When I am invited to talk about social capital, or when people read my books/writings (Social Capital: The Key to Macro Change, LApress, 2015) I am often asked; "I get this concept and theory, but how do I start to make it happen(or how can I help people I support start)"? It is a good, and important question; and it leads me to the topic of this blog. "Settings and Small Talk."
If you think of any/all current relationships in your life, you can track them back to some setting or place where you met that person. Somehow, someway, there was someplace that mattered! A setting is a place, a venue, where people might gather with some commonality or theme that is relevant to all. In fact, if you think about the current settings that you frequent this framework might come to life. Are these settings you frequent hospitable; are they welcoming? Are they accessible? If you were a newcomer, how would you feel? Are they attractive or accepting of new people? More, have you thought about how you behave when a newcomer steps into your settings?

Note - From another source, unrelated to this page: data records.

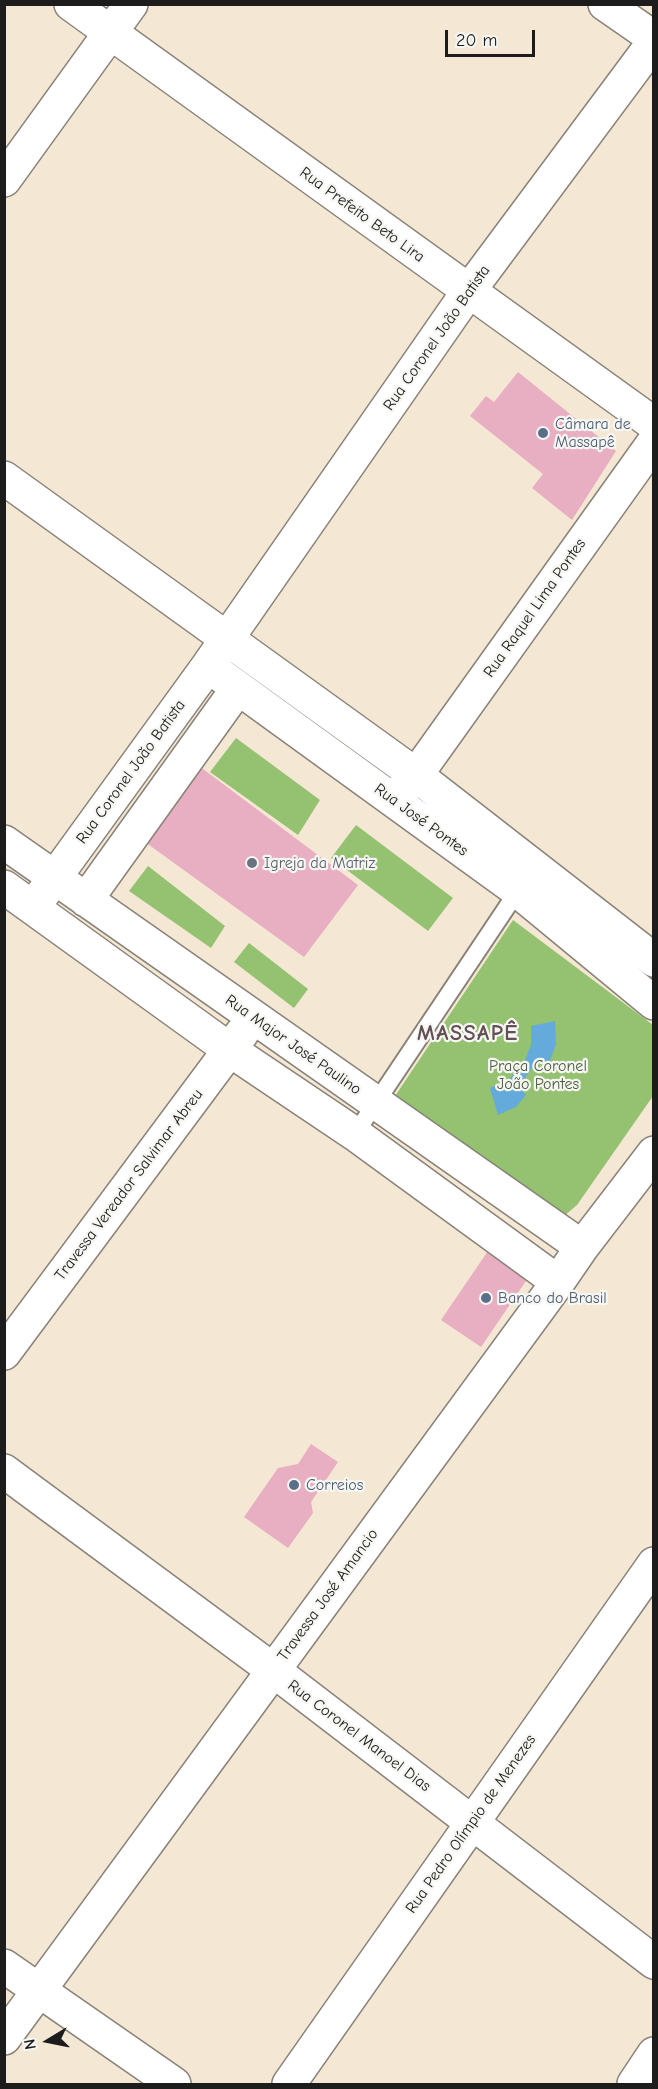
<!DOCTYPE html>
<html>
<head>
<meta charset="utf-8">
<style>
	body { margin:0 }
	#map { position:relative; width:658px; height:2089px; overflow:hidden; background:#f4e7d4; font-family:"Comic Neue",sans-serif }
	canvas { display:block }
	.frame { position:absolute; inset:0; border:6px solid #1c1c1c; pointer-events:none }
	.north { position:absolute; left:18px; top:2011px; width:60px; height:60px; -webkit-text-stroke:4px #f6f6f2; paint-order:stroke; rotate:260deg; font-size:16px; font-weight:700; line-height:24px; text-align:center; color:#1c1c1c }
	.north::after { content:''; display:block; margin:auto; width:21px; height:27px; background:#1c1c1c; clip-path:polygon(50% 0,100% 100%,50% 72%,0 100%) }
	.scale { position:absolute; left:445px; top:30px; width:90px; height:27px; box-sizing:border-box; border:3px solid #1c1c1c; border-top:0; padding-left:8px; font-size:18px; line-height:21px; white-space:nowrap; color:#1c1c1c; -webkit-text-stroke:4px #f6f6f2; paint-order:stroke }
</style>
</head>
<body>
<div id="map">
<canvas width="658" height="2089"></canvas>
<div class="frame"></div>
<div class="north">N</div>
<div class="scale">20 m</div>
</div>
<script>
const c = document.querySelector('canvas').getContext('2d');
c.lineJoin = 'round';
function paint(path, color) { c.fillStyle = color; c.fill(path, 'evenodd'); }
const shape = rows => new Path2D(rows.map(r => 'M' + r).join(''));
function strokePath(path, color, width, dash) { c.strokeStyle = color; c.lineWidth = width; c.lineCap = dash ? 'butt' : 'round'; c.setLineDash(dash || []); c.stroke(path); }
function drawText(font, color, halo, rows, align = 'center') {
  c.font = font + ' "Comic Neue",sans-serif'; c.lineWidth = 4.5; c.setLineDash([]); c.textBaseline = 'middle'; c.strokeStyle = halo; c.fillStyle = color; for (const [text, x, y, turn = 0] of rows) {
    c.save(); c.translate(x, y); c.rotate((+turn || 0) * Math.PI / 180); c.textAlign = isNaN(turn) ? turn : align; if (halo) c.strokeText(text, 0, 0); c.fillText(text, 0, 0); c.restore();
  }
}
paint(shape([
	[236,738,320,800,298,835,210,772],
	[356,825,453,898,428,931,331,858],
	[148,866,225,926,211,948,129,891],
	[513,920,653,1025,653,1096,577,1205,563,1217,389,1105],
	[249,943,308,989,294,1008,234,962]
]), '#94c271');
paint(shape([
	[555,1021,556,1044,549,1064,537,1061,519,1086,526,1095,516,1107,498,1115,490,1088,509,1079,523,1065,531,1045,531,1026]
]), '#64aadb');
paint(shape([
	[518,372,616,451,572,520,532,488,543,474,470,416,486,396,494,402],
	[199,766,358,885,304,957,145,842],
	[490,1248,530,1275,481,1347,441,1320],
	[311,1444,338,1462,311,1502,313,1513,288,1548,244,1517,278,1468,298,1464]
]), '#e8aec1');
const lane = shape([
	[355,1134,521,886]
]);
const street = shape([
	[71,4,654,424],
	[654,42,468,292,208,666,517,890,654,1003],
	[4,180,131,4],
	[4,478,416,775,654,960],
	[402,790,416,775,654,442],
	[4,842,582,1247],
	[4,887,230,1050,355,1134,558,1282],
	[42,895,208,666],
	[86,900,238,688],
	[4,1353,242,1033],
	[4,1471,273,1670,654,1962],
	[4,2038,558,1282,582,1247,654,1153],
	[289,2084,654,1564]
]);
const secondary = shape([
	[605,4,654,38],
	[4,1966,174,2084]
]);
const primary = shape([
	[634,2084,654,2054]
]);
strokePath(lane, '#888278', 20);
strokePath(street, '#888278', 36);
strokePath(secondary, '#888278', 36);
strokePath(primary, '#888278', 36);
strokePath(lane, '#fff', 16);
strokePath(street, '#fff', 33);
strokePath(secondary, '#fff', 33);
strokePath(primary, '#fff', 33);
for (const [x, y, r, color] of [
	[543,433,6,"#5c6f8a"],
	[252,863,6,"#6b7280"],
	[486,1298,6,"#5c6f8a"],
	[294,1485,6,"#5c6f8a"]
]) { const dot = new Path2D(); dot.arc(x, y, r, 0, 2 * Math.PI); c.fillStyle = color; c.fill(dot); strokePath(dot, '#f6f6f2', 2); }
drawText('16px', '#1c1c1c', '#f6f6f2', [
	["Rua Prefeito Beto Lira",362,215,36],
	["Rua Coronel João Batista",437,338,-55],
	["Rua Raquel Lima Pontes",535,608,-55],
	["Rua Coronel João Batista",131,772,-54],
	["Rua José Pontes",421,820,36],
	["Rua Major José Paulino",293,1045,35],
	["Travessa Vereador Salvimar Abreu",129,1185,-53],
	["Travessa José Amancio",328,1595,-54],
	["Rua Coronel Manoel Dias",359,1736,37],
	["Rua Pedro Olímpio de Menezes",471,1824,-55]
]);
drawText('16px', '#4e5e75', '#f6f6f2', [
	["Câmara de",555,424],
	["Massapê",555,442],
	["Banco do Brasil",498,1298],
	["Correios",306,1485]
], 'left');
drawText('16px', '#5b616d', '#f6f6f2', [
	["Igreja da Matriz",264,863]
], 'left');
drawText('16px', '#4c5e3e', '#f6f6f2', [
	["Praça Coronel",538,1066],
	["João Pontes",538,1084]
]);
c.letterSpacing = '1.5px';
drawText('bold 22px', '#634f56', '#f6f6f2', [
	["MASSAPÊ",468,1034]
]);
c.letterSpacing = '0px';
</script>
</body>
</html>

The second aspect is "Small Talk." All of us know that small talk is the initial elixir for relationship building. And small talk is a big issue. Think about the way you initiate with new people in your settings? What do you say first? What are safe topics? What are the topics that might throw up a red flag with you? There is an art to small talk; and given that these conversations are the very first introduction to a new person, they become critically antecedent to a possible new relationship in your life.
Of course, social capital is a complex subject, with lots of variables and moving parts, but without a setting, and the initial small talk it is only a concept. Settings and small talk become the start point in social capital theory.
So think about settings - where can you meet people; and what is the premise behind the setting? And then once there, what is the best way to use small talk to begin to meet new people. If this resonates, then social capital with that new person is possible.